One common problem which inflicts a vast majority of the people irrespective of caste, creed or nationality is the debt burden. While developing countries feel the heat arising out of poverty, affluent nations face it out of consumerism. The aftermath of this burden manifests itself in varying consequences, from suicides to bankruptcy. It destroys domestic peace, results in divorces and in a nutshell makes living nightmarish.
If one were to think of a nation which constantly discounts its future income to present consumption, it is U.S.A. According to Federal Reserve, Americans have accumulated a whopping $ 1 Trillion in revolving credit.
The highest incidence of an unsecured debt in U.S. is in the form of credit card payables. It is reported a typical American carries $9000 balance on his credit on a month to month basis. In a situation where the card balances carry an interest rate of 18% per annum, even assuming that the card holder does not avail any further credit, his revolving the payment at about 2% of the balance per month, would take him (hold your breadth) a 47 years to pay it off. Thus on a $9000 loan, he/she would have paid $32994 in which the interest factor alone would be $23994.
Then how does one get out of debt? The National Foundation of Credit Counseling which has furnished the above data has chartered out a 12 step program for the debtors to come out of this vicious cycle.
We would not verbatically deal with all the 12 steps, but only present the essence of them. Persons needing help can contact this non-profit credit counseling agencies which are situated in all 50 States, besides Washington D.C. and Pureto Rico.
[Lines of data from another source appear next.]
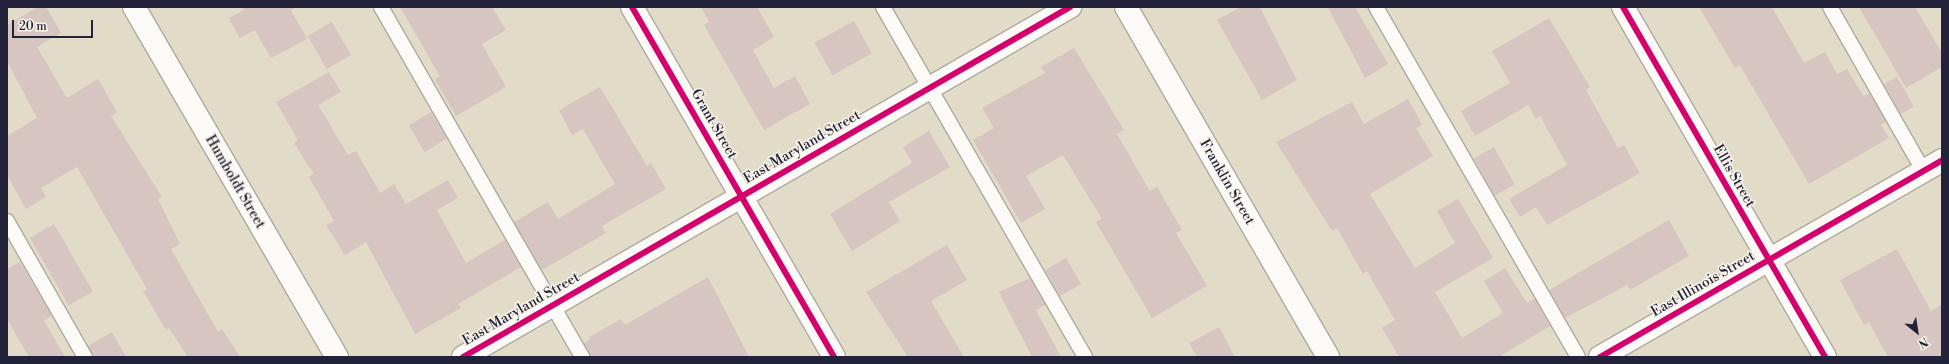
<!DOCTYPE html>
<html>
<head>
<meta charset="utf-8">
<style>
	body { margin:0 }
	#map { position:relative; width:1949px; height:364px; overflow:hidden; background:#e2dbc8; font-family:"Libre Bodoni",serif }
	div>[style] { position:absolute }
	[style*='--x'] { left:calc(var(--x)*1px); top:calc(var(--y)*1px); width:calc(var(--w)*1px); rotate:calc(var(--a)*1deg) }
	.building>* { inset:0; background:#d6c5c1; transform-origin:0 0 }
	.roads { filter:drop-shadow(1px 0 #aeaaa0) drop-shadow(-1px 0 #aeaaa0) drop-shadow(0 1px #aeaaa0) drop-shadow(0 -1px #aeaaa0) }
	.service>* { height:14px; margin:-7px; padding:0 7px; transform-origin:7px; border-radius:7px; background:#fbfaf7 }
	.minor>* { height:22px; margin:-11px; padding:0 11px; transform-origin:11px; border-radius:11px; background:#fbfaf7 }
	.cycleway>* { height:6px; margin:-3px; padding:0 3px; transform-origin:3px; border-radius:3px; background:#d6006c }
	span { translate:-50% -50%; white-space:nowrap; text-align:center; line-height:1.15; -webkit-text-stroke:3px #f7f3e8; paint-order:stroke }
	.street-label { font-size:14px; color:#22223b }
	.frame { position:absolute; inset:0; border:8px solid #22223b; pointer-events:none }
	.north { position:absolute; left:1897px; top:312px; width:40px; height:40px; -webkit-text-stroke:3px #f7f3e8; paint-order:stroke; rotate:150deg; font-size:11px; font-weight:700; line-height:16px; text-align:center; color:#22223b }
	.north::after { content:''; display:block; margin:auto; width:14px; height:18px; background:#22223b; clip-path:polygon(50% 0,100% 100%,50% 72%,0 100%) }
	.scale { position:absolute; left:12px; top:20px; width:81px; height:18px; box-sizing:border-box; border:2px solid #22223b; border-top:0; padding-left:5px; font-size:12px; line-height:14px; white-space:nowrap; color:#22223b; -webkit-text-stroke:3px #f7f3e8; paint-order:stroke }
</style>
</head>
<body>
<div id="map">
	<div class="building">
		<div style="clip-path:polygon(38px 7px,46px 7px,61px 33px,37px 47px,67px 98px,98px 79px,117px 112px,111px 116px,162px 197px,158px 199px,180px 244px,171px 249px,218px 332px,222px 329px,240px 357px,188px 357px,169px 328px,166px 330px,143px 291px,147px 289px,77px 167px,41px 188px,46px 197px,26px 209px,7px 175px,7px 136px,37px 118px,7px 61px,7px 25px)"></div>
		<div style="clip-path:polygon(242px 7px,297px 7px,291px 10px,307px 39px,271px 58px,255px 30px,240px 38px,229px 18px,244px 10px)"></div>
		<div style="clip-path:polygon(400px 7px,492px 7px,506px 30px,482px 44px,506px 87px,456px 116px,435px 79px,440px 76px)"></div>
		<div style="clip-path:polygon(701px 7px,757px 7px,774px 37px,753px 50px,774px 88px,795px 76px,810px 104px,764px 130px,704px 25px,709px 22px)"></div>
		<div style="clip-path:polygon(1241px 7px,1260px 7px,1297px 80px,1262px 100px,1217px 20px)"></div>
		<div style="clip-path:polygon(1328px 7px,1355px 7px,1388px 64px,1365px 78px)"></div>
		<div style="clip-path:polygon(1699px 7px,1772px 7px,1804px 63px,1825px 52px,1837px 74px,1847px 69px,1863px 96px,1869px 93px,1886px 122px,1881px 125px,1889px 138px,1809px 184px,1740px 65px,1735px 68px)"></div>
		<div style="clip-path:polygon(1859px 7px,1915px 7px,1942px 53px,1942px 67px,1906px 88px)"></div>
		<div style="clip-path:polygon(1549px 18px,1590px 87px,1586px 90px,1618px 148px,1624px 145px,1640px 173px,1547px 225px,1536px 207px,1520px 217px,1509px 199px,1567px 165px,1540px 116px,1536px 119px,1528px 105px,1475px 136px,1461px 111px,1510px 83px,1492px 51px)"></div>
		<div style="left:854px;top:21px;width:37px;height:45px;rotate:61deg"></div>
		<div style="left:332px;top:22px;width:38px;height:28px;rotate:60deg"></div>
		<div style="clip-path:polygon(1074px 48px,1124px 130px,1117px 134px,1150px 191px,1157px 187px,1182px 230px,1176px 233px,1207px 286px,1152px 318px,1096px 222px,1102px 219px,1063px 155px,1026px 176px,1045px 209px,1021px 223px,973px 140px,994px 128px,982px 108px,1045px 73px,1041px 67px)"></div>
		<div style="clip-path:polygon(329px 72px,341px 92px,318px 105px,348px 155px,356px 151px,380px 193px,394px 184px,406px 204px,448px 180px,458px 198px,437px 210px,466px 263px,505px 240px,521px 267px,458px 304px,461px 308px,415px 334px,366px 242px,345px 255px,326px 225px,334px 221px,309px 177px,314px 174px,294px 143px,298px 140px,276px 102px)"></div>
		<div style="left:1897px;top:77px;width:34px;height:15px;rotate:60deg"></div>
		<div style="clip-path:polygon(600px 87px,647px 166px,651px 163px,666px 189px,602px 226px,606px 233px,542px 270px,514px 222px,548px 202px,558px 219px,615px 184px,583px 129px,572px 135px,559px 110px)"></div>
		<div style="clip-path:polygon(1408px 99px,1422px 125px,1416px 128px,1433px 156px,1370px 194px,1415px 268px,1455px 243px,1437px 211px,1458px 199px,1493px 258px,1435px 292px,1462px 338px,1503px 313px,1484px 281px,1505px 268px,1527px 303px,1535px 299px,1550px 326px,1499px 357px,1399px 357px,1382px 328px,1395px 320px,1367px 271px,1363px 274px,1337px 228px,1332px 231px,1276px 142px,1352px 102px,1364px 124px)"></div>
		<div style="left:431px;top:112px;width:31px;height:26px;rotate:59deg"></div>
		<div style="clip-path:polygon(929px 131px,950px 167px,889px 202px,900px 221px,852px 251px,830px 214px,912px 163px,903px 147px)"></div>
		<div style="left:1494px;top:147px;width:43px;height:23px;rotate:61deg"></div>
		<div style="clip-path:polygon(1669px 220px,1689px 256px,1630px 290px,1627px 285px,1565px 318px,1549px 290px)"></div>
		<div style="left:54px;top:224px;width:78px;height:28px;rotate:60deg"></div>
		<div style="clip-path:polygon(947px 245px,967px 280px,931px 301px,964px 357px,908px 357px,866px 292px)"></div>
		<div style="clip-path:polygon(1897px 249px,1931px 311px,1942px 304px,1942px 357px,1888px 357px,1869px 322px,1864px 325px,1840px 280px)"></div>
		<div style="left:1066px;top:258px;width:30px;height:24px;rotate:60deg"></div>
		<div style="clip-path:polygon(20px 262px,52px 316px,44px 320px,65px 357px,29px 357px,7px 319px,7px 269px)"></div>
		<div style="clip-path:polygon(708px 277px,749px 357px,590px 357px,584px 343px,590px 339px,589px 337px,621px 319px,625px 325px)"></div>
		<div style="clip-path:polygon(1030px 278px,1045px 305px,1036px 310px,1061px 357px,1032px 357px,999px 292px)"></div>
		<div style="clip-path:polygon(1219px 327px,1235px 357px,1197px 357px,1189px 343px)"></div>
		<div style="clip-path:polygon(112px 332px,126px 357px,93px 357px,88px 346px)"></div>
	</div>
	<div class="roads">
		<div class="service">
			<div style="--x:381;--y:7;--w:404;--a:60.1"></div>
			<div style="--x:883;--y:7;--w:404;--a:60"></div>
			<div style="--x:1376;--y:7;--w:404;--a:60"></div>
			<div style="--x:1830;--y:7;--w:188;--a:60.3"></div>
			<div style="--x:7;--y:221;--w:157;--a:60.2"></div>
		</div>
		<div class="minor">
			<div style="--x:134;--y:7;--w:405;--a:59.9"></div>
			<div style="--x:632;--y:7;--w:404;--a:60"></div>
			<div style="--x:1126;--y:7;--w:404;--a:60"></div>
			<div style="--x:1623;--y:7;--w:404;--a:60"></div>
			<div style="--x:463;--y:357;--w:701;--a:-29.97"></div>
			<div style="--x:1600;--y:357;--w:395;--a:-29.9"></div>
		</div>
	</div>
	<div class="cycleway">
		<div style="--x:632;--y:7;--w:404;--a:60"></div>
		<div style="--x:1623;--y:7;--w:404;--a:60"></div>
		<div style="--x:463;--y:357;--w:701;--a:-29.97"></div>
		<div style="--x:1600;--y:357;--w:395;--a:-29.9"></div>
	</div>
	<div class="street-label">
		<span style="left:714px;top:124px;rotate:60deg">Grant Street</span>
		<span style="left:802px;top:147px;rotate:-30deg">East Maryland Street</span>
		<span style="left:1734px;top:176px;rotate:60deg">Ellis Street</span>
		<span style="left:235px;top:182px;rotate:60deg">Humboldt Street</span>
		<span style="left:1227px;top:182px;rotate:60deg">Franklin Street</span>
		<span style="left:1703px;top:284px;rotate:-30deg">East Illinois Street</span>
		<span style="left:521px;top:309px;rotate:-30deg">East Maryland Street</span>
	</div>
	<div class="frame"></div>
	<div class="north">N</div>
	<div class="scale">20 m</div>
</div>
</body>
</html>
The first and foremost of these steps is to admit one’s problem of indebtedness. Many people do not openly admit this as they think it is a form of self-denial. The next step is to take a realistic view of your income and expenditure. After objectively analyzing the expenditure, the essential and non-essential should be separated out and wasteful expenditure should be cut. If still the essential expenditure outstrips the income-levels, the next step would be to seek measures for enhancing one’s income. If this involves taking up a second job, however hard it is, it should be resorted to, as it is less harder than living with debts.
When it comes to the question of paying your debts, the advice is to start from the ones which carries the highest rate of interest and work your way down wards. When several debts compete with each other, one should resort to paying manageable ones even if that does not mean paying off the ones with higher interest rate. This is because of the psychological feeling of accomplishment one may get from paying such a debt.
It is not a good idea to pay off an unsecured debt by availing a secured debt. Many Americans were lured into committing this mistake during the housing booms, when they took home equity loans to pay off high cost credit card loans. Prima facie this may sound to be a logical step as interest rates in a mortgage loan is lower when compared with a credit card loan, but by doing so, they have fallen into a further debt trap. This is because the credit card companies trap them into further loans by making lucrative offers. When they fall into this trap, they end up having both secured and unsecured loans.
Finally, one should know the importance of credit scores. The higher ones credit scores, the lower the debt burden, because of lower interest rates, but to get a higher credit score, your debts should be in manageable levels as payment track record is the key indicator for obtaining higher credit scores. In effect, living within one’s means is the only permanent solution for getting out a debt-trap and its consequences.